SOURCE MATERIAL.
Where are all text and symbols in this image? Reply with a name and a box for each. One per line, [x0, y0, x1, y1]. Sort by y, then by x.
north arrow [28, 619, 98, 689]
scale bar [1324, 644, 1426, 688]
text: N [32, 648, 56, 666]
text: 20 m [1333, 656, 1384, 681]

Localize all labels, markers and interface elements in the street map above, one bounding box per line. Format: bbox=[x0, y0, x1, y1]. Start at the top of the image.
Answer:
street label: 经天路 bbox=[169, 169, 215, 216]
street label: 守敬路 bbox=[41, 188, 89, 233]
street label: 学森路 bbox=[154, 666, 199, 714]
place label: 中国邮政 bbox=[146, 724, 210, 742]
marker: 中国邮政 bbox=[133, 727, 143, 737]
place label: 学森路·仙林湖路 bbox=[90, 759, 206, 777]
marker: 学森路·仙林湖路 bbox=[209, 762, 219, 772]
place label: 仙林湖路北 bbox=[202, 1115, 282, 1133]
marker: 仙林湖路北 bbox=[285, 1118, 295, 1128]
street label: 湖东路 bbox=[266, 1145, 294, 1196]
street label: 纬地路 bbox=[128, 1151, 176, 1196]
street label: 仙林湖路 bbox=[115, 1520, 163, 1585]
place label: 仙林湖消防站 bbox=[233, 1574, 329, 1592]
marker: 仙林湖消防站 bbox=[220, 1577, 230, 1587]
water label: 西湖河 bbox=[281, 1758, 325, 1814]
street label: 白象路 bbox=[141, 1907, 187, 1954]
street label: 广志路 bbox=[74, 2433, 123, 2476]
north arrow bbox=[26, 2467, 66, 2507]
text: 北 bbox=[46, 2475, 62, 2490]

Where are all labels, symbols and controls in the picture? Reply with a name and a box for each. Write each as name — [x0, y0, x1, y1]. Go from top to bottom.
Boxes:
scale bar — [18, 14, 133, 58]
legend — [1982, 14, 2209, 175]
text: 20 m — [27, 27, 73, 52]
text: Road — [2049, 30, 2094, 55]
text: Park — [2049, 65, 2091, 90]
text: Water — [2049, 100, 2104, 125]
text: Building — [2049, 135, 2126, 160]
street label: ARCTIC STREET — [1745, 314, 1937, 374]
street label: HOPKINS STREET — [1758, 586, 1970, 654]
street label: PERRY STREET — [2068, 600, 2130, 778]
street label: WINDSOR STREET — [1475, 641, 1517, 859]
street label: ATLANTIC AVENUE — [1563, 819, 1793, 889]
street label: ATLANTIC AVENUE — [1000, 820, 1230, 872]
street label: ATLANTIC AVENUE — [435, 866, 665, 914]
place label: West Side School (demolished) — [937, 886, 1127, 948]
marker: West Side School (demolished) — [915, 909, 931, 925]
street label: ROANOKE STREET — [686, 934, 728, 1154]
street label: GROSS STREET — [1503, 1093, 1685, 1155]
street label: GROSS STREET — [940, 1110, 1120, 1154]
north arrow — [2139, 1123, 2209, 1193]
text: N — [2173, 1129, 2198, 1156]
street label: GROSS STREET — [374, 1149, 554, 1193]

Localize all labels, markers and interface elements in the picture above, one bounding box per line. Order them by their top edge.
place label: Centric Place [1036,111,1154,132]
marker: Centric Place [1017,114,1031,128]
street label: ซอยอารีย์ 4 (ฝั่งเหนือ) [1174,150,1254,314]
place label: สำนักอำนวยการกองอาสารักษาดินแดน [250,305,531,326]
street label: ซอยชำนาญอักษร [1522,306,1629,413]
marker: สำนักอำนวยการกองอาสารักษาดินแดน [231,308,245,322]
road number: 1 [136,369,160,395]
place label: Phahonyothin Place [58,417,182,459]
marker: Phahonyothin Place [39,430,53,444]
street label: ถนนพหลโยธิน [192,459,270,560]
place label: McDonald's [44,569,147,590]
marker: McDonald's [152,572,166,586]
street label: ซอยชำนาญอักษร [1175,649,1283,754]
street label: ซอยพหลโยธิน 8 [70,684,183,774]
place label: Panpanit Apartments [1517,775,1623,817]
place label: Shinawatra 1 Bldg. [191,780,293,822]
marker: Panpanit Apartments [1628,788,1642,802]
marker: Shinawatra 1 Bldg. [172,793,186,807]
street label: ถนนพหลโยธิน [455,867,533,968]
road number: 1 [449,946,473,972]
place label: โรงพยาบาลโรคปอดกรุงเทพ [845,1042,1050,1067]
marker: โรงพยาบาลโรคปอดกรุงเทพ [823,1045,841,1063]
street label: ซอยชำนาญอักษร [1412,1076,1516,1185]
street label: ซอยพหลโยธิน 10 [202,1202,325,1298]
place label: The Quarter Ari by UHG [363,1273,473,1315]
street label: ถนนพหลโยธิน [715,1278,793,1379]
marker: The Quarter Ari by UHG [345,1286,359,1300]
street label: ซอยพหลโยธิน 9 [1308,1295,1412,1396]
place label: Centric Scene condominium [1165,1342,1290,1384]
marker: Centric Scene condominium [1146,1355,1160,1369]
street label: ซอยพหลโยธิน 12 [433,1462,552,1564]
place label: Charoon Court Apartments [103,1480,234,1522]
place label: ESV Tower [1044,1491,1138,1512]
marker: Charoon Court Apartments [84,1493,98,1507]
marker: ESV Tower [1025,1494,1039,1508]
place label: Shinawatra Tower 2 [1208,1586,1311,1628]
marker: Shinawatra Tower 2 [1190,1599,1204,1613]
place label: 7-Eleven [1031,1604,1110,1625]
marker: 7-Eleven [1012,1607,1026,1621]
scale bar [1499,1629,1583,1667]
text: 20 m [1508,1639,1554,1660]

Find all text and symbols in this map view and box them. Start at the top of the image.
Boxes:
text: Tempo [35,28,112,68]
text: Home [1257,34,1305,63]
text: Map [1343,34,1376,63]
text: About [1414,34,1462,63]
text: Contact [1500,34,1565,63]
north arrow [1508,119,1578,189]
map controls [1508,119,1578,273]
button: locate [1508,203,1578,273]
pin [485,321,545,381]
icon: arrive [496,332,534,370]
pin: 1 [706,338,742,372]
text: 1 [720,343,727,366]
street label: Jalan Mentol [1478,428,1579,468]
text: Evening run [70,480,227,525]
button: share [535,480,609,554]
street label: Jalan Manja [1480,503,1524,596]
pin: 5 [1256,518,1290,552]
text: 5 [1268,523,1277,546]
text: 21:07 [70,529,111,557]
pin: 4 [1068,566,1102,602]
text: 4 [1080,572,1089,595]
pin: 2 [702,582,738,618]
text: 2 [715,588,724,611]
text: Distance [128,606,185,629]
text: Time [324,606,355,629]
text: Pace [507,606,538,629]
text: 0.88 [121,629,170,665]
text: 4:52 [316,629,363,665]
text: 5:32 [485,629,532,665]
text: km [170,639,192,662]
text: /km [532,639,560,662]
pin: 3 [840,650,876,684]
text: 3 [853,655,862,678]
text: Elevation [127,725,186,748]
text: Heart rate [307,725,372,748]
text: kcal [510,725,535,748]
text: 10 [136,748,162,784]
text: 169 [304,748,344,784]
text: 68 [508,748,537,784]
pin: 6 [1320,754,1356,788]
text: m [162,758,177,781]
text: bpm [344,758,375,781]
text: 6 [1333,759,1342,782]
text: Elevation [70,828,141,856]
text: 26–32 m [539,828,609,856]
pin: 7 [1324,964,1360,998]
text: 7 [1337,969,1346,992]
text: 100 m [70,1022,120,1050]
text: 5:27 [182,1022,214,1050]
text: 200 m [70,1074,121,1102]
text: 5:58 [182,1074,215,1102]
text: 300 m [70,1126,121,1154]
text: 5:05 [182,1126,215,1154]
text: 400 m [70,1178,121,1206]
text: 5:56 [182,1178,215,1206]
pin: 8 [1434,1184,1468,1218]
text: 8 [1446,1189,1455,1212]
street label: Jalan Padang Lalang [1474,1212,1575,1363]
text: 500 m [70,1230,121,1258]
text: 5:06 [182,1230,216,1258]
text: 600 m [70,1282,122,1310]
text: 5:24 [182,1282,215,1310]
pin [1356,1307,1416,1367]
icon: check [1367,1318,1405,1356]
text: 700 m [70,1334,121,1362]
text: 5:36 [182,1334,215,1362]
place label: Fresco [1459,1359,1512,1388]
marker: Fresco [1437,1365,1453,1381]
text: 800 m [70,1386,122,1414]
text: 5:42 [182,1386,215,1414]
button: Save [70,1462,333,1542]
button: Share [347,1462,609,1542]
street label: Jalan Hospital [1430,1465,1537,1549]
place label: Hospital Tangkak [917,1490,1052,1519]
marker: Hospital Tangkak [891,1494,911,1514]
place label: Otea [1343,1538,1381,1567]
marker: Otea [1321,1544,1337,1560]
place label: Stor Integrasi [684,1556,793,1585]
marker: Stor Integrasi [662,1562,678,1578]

WHAT IS EXPECTED. Nothing but the lines from the start of the data through the line holding "y1]. Start at the top of the image." should be restated, and each one exactly.

SOLUTION TO THIS PROBLEM.
Where are all text and symbols in this image? Reply with a name and a box for each. One per line, [x0, y0, x1, y1]. Sort by y, then by x.
north arrow [28, 619, 98, 689]
scale bar [1324, 644, 1426, 688]
text: N [32, 648, 56, 666]
text: 20 m [1333, 656, 1384, 681]

Localize all labels, markers and interface elements in the street map above, one bounding box per line. Format: bbox=[x0, y0, x1, y1]. Start at the top of the image.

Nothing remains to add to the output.